Having heard of the amazing cure-all via podcast, Kroschel first demonstrates the beneficial effects of the process on his own persistent pain. He then hastens to share his discovery with other suffering inhabitants of the small town of Haines, Alaska, achieving similarly positive results. With the eager enthusiasm of a newborn devotee, he seeks out other proponents of the theory, some of them well known and respected (David Suzuki), others merely famous (two ex-astronauts), and some for whom science has assumed downright mystical proportions (a doctor who solemnly declares: “The Earth knew what the patient needed”). The only naysayers represented are a professional negator (a blogger who dubs himself “the Skeptic”) and a scientist who never heard of the phenomenon but dismisses it out of hand.
Also appearing in “The Grounded” are members of Kroschel’s unofficial stock company, a repertory of individuals who popped up in the helmer’s other nature films — like the wolverine star of “Running Free”; Karen the moose; and Kroschel’s son Garrett, who accompanied the director on his diet-cure-for-cancer docu “The Beautiful Truth.” But it is Kroschel himself, through voiceover narration and one-on-one interviews, who dominates the film. His genuine conviction lends some credibility to his film’s “Eureka!”-charged fervor, while highly professional lensing takes the amateurish edge off his enthusiastic espousal of all things natural.

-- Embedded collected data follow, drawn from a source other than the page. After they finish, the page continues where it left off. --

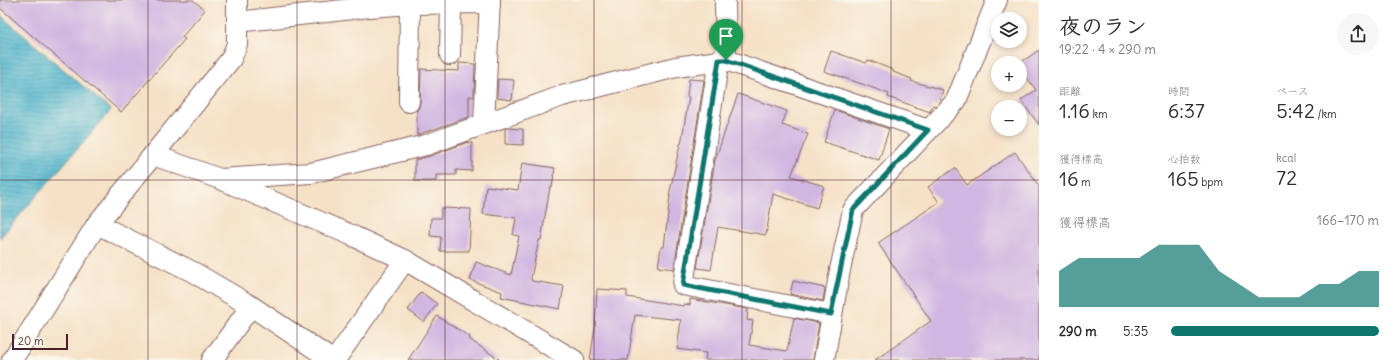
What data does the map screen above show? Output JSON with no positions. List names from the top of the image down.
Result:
{
  "scale_bar": "20 m",
  "page": {
    "heading": ["夜のラン", "19:22 · 4 × 290 m"],
    "map_buttons": ["+", "−"],
    "stats": [
      ["距離", "1.16 km"],
      ["時間", "6:37"],
      ["ペース", "5:42 /km"],
      ["獲得標高", "16 m"],
      ["心拍数", "165 bpm"],
      ["kcal", "72"]
    ],
    "chart": ["獲得標高", "166–170 m"],
    "list": [
      {
        "name": "290 m",
        "note": "5:35"
      }
    ],
    "scale": "20 m"
  }
}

Even still, Kroschel’s tone yields its own problems. While the filmmaker’s boyish sincerity feels legit, it’s a toss-up as to which proves more annoying – the third-person omniscience of an “objective” narrator that one might find in a more conventional documentary, or the folksy, first-person mysticism of this not-for-profit informercial. The film’s bizarre coda — a mini-tribute to composer Stuart Mitchell — shows members of the Czech National Symphony Orchestra recording Mitchell’s relentlessly inspirational score barefoot on “earthing” mats.